Paper update for Pt/Pd
I have to tell you that I have succeded to make Palladium prints on three kinds of paper that I have never seen mentioned in manuals and notes about the process. They are:
Canson Montval (and montval torchon)
I have used the Palladium solution dear Karl Heinz Kland sent me from Germany and some Ferric Oxalate that I had since 1997 or something. The latter had gone bad but I resurrected it with the help of my fellow APUGgers (and some oxalic acid)...
I have used the Palladium paper with my students and now they are really happy to have 2-3 good prints each to expose in their annual show.
The only problem encountered was that since we had to enlarge their 35mil negs to the desired 8x12 inch size, we used digital means (scanning) and printed them on Duraflex material in a Lambda printer, only to realize that the Duraflex incorporates a UV filter that boosted our exposure time 15X.... it was boring, but it worked in the end... if we knew it would take so much time and effort, we would have enlarged the negs manually on lith film...
Thanks for this, always nice to hear about new papers to try out. I believe Canson Aquarelle is the one paper my local art supply store stocks.
I only have to tell you that the best results came with the Whatman paper...
The Canson Aquarelle gave nice tonality and gradation, but the max black was not as satisfactory as with the Whatman (the neg was softish, so this could be the reason)...
In fact, I have to remark that now that I've seen the dry prints I am not satisfied at all with the Canson Montval. So, you can remove it from the list I gave (sorry about the mistake)
I have used Canson papers with other iron processes before (Cyanotype & Vandyke) and therefore I'm not surprised they work well with classic DOP Pt/Pd process (which is another iron process). I left Canson papers because they were not providing the smooth surface I need for photographic prints (unfortunately I couldn't manage to find HP Canson papers in Istanbul) despite they are bonmarché and they have good wet strength...
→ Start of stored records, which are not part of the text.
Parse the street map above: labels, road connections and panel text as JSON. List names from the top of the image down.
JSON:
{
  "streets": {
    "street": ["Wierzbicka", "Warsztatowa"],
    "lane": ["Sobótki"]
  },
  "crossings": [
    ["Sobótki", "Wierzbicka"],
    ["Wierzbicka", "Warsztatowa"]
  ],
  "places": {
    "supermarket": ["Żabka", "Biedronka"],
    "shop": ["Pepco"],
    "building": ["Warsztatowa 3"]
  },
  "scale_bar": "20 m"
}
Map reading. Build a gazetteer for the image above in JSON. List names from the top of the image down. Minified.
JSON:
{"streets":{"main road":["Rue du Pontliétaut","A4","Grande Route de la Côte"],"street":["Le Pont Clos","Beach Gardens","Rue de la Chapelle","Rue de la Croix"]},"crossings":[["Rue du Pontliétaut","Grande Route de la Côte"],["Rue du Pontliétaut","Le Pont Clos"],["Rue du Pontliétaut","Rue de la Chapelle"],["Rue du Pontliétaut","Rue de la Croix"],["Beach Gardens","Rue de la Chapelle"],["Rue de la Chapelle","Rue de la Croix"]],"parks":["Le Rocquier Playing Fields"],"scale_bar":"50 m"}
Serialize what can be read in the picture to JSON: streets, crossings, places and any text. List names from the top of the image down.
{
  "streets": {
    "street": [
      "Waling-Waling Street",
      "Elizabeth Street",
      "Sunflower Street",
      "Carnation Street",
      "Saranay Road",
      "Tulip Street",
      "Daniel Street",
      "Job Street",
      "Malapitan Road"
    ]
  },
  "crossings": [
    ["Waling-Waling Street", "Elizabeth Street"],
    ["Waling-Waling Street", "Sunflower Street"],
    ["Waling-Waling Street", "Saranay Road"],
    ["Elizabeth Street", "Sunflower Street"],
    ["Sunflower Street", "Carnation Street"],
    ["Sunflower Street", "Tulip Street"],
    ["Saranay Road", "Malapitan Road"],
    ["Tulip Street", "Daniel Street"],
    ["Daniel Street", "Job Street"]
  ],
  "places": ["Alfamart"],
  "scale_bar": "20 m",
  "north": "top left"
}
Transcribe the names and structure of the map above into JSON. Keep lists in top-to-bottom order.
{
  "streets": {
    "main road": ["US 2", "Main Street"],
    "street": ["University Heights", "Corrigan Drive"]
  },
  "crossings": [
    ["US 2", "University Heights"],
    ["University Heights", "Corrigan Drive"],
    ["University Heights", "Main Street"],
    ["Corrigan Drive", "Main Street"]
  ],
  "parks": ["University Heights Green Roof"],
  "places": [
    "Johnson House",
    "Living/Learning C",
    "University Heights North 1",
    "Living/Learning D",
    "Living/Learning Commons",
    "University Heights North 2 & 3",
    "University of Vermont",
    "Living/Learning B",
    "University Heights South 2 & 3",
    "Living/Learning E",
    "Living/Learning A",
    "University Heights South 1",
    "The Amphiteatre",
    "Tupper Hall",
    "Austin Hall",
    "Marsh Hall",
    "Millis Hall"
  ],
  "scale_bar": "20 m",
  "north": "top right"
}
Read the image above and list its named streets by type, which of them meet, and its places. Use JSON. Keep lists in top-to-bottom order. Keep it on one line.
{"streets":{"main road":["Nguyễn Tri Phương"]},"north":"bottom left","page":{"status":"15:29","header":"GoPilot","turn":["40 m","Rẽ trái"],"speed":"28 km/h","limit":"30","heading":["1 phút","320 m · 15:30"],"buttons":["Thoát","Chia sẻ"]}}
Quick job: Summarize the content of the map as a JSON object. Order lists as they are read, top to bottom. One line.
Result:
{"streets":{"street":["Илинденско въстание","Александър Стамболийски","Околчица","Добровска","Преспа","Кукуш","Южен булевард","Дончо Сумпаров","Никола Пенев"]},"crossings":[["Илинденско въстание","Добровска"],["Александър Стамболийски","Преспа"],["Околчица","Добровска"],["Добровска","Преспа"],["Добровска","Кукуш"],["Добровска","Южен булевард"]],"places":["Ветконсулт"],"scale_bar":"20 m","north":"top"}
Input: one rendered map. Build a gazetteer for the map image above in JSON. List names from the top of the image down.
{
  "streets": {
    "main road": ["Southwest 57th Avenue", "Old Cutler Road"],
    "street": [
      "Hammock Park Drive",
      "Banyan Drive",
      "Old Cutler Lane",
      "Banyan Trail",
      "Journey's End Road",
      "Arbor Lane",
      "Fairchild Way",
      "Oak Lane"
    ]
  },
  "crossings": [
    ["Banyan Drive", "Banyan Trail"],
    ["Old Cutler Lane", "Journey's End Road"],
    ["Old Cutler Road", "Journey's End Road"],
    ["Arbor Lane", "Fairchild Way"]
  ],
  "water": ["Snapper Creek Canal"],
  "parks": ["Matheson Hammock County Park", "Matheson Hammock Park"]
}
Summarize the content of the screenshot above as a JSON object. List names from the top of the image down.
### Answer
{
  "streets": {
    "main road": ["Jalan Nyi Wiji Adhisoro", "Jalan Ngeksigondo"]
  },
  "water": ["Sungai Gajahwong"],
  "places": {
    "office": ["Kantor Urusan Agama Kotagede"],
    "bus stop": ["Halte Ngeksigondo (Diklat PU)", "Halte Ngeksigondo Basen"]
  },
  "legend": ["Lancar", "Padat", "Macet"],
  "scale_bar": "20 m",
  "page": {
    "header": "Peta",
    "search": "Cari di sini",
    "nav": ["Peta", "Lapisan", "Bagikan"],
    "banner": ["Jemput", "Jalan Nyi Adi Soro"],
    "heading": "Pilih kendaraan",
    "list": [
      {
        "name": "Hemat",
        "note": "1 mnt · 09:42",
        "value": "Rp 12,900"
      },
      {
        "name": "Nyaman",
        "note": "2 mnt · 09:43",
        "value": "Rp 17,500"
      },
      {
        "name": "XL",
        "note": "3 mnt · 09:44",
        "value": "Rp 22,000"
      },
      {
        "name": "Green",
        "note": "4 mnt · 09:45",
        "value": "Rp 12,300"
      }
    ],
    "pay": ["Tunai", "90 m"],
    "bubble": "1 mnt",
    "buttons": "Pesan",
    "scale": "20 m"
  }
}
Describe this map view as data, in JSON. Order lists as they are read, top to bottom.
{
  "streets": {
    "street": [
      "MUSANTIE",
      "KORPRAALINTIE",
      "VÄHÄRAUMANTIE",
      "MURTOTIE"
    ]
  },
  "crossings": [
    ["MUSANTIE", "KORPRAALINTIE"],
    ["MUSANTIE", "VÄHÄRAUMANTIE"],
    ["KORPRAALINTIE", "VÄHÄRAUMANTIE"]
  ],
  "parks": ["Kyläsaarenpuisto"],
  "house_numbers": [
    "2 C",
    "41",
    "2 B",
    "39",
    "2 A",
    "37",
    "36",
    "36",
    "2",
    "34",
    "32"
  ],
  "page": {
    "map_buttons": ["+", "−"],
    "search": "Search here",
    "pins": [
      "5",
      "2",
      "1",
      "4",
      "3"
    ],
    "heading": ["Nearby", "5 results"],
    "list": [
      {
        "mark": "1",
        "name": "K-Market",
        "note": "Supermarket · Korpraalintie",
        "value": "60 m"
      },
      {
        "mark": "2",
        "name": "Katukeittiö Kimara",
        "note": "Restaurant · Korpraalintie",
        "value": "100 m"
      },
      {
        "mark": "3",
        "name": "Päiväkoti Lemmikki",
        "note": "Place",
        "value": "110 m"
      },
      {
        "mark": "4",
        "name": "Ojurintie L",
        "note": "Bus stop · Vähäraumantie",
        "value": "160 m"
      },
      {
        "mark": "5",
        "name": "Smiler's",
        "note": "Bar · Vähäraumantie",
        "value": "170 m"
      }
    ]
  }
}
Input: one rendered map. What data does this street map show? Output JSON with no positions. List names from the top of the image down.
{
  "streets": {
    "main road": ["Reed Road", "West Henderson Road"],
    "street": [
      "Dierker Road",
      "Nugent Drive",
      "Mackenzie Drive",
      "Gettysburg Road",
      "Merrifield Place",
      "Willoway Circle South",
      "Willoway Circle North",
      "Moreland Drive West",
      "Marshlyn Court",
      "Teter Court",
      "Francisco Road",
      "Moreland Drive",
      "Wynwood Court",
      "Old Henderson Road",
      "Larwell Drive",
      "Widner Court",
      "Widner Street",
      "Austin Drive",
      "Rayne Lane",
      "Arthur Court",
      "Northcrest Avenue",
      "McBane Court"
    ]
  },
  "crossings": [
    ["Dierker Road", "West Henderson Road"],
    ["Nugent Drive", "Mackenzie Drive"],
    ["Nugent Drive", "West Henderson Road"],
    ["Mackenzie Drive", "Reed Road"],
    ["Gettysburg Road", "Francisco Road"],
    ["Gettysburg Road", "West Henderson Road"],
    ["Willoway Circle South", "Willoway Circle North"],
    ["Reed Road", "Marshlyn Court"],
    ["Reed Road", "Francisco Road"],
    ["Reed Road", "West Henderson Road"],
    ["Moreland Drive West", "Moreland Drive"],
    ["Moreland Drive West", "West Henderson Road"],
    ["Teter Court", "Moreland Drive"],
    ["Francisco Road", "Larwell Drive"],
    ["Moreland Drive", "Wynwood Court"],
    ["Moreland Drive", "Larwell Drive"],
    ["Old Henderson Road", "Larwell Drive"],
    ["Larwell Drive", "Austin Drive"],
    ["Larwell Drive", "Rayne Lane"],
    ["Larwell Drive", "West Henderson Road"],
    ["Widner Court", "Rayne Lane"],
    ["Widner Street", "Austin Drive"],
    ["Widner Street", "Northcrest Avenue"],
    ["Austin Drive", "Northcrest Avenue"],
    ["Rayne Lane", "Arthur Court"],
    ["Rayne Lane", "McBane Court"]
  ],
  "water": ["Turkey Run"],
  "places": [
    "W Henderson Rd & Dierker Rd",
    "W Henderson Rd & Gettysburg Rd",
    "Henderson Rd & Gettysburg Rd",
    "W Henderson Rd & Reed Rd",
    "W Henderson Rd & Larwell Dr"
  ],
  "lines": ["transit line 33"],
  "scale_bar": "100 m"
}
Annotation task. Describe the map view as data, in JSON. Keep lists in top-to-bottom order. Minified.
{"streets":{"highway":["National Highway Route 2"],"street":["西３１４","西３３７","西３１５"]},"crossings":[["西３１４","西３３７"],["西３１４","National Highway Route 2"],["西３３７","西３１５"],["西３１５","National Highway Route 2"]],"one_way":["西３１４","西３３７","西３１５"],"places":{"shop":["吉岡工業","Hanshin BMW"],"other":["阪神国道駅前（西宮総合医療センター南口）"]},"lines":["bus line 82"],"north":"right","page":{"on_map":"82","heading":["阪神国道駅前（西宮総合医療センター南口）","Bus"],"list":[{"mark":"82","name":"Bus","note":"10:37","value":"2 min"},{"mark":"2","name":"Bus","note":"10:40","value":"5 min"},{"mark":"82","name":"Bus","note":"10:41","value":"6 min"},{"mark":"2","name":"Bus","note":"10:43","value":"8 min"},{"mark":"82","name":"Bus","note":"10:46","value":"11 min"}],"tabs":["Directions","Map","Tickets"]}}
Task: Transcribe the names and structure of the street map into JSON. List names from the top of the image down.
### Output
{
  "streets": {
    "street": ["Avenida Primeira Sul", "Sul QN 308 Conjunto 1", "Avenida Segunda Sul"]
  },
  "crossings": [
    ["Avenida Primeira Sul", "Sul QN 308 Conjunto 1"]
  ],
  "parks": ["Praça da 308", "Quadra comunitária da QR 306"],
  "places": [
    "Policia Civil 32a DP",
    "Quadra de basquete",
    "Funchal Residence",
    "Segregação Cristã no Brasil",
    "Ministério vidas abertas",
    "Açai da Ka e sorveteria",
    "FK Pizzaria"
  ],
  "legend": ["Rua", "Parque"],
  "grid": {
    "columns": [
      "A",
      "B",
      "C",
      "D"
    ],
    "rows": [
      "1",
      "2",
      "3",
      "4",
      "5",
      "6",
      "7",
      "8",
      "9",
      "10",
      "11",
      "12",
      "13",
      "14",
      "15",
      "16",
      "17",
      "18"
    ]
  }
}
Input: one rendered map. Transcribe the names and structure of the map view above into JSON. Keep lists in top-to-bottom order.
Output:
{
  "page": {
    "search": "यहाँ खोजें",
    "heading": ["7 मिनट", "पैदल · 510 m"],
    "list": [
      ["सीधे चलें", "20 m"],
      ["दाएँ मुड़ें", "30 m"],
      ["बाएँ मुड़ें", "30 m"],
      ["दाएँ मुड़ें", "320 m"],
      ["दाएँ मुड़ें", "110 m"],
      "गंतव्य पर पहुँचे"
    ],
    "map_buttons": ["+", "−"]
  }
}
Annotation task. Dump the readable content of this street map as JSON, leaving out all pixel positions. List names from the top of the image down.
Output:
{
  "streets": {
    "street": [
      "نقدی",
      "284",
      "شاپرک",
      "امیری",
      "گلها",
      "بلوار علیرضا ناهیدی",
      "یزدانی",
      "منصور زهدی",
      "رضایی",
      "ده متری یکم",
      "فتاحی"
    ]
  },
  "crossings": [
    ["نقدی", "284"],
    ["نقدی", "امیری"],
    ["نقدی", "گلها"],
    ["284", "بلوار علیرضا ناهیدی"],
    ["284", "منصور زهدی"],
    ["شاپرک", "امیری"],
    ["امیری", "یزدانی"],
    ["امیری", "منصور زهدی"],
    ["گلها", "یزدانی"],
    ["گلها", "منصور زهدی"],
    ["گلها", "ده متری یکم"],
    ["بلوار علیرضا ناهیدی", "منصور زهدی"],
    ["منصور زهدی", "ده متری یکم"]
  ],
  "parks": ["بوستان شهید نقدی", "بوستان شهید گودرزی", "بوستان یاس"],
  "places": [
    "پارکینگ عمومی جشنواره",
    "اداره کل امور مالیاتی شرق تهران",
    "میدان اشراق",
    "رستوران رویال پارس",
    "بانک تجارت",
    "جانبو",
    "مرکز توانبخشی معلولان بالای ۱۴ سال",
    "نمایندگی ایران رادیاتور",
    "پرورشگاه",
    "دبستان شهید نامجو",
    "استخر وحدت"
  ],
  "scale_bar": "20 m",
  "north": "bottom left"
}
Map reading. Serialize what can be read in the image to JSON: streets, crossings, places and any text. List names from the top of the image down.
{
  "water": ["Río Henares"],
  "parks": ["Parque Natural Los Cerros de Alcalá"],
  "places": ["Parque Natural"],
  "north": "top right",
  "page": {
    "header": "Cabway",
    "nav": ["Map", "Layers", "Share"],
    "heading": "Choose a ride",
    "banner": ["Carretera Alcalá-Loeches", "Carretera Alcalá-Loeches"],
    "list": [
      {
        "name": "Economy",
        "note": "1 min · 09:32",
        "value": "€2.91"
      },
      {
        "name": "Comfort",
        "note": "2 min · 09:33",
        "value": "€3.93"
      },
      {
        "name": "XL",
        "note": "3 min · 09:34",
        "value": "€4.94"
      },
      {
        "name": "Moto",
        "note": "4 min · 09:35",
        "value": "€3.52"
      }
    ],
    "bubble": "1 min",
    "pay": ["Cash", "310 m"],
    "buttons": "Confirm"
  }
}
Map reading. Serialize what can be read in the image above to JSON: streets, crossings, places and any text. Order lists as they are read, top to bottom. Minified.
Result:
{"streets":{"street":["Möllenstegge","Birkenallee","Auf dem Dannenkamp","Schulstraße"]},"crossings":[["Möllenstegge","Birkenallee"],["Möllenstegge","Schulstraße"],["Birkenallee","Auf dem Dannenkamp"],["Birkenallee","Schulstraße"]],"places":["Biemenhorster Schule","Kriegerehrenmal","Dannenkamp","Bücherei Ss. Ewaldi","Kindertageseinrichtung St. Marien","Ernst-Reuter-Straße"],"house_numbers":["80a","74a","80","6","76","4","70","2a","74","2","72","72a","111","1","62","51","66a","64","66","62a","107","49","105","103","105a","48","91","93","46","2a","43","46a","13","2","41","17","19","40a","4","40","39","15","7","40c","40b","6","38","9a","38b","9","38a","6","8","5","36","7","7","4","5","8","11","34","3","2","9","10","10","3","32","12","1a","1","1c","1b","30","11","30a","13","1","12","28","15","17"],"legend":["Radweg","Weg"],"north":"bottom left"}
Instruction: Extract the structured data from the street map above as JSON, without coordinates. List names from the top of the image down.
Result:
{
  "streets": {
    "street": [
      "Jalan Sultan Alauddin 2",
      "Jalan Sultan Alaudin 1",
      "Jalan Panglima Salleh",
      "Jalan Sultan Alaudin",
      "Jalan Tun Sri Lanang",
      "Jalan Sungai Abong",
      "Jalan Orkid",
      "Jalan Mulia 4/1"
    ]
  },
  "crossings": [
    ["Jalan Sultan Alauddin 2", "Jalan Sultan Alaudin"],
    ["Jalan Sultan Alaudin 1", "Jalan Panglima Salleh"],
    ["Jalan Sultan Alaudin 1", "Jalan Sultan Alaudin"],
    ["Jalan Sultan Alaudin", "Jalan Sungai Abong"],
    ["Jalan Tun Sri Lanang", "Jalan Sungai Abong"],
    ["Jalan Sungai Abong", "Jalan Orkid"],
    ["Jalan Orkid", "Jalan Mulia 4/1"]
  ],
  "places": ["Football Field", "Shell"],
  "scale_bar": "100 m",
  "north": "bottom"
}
Whatman paper was/is always recommended by Mike Ware for iron processes. And his variants (Argyrotype, POP Pt/Pd and New Cyanotype) are usually more finicky when it comes to paper choice. See:
(section: "Choice of Paper")
I have used Whatman paper with POP Palladium and it gave me good results. But again, the surface is not as smooth as I want it to be (close to satin when it gets wet and dries later). I currently prefer Bergger COT 320 and Crane Weston Diploma Parchment for prints that need fine details.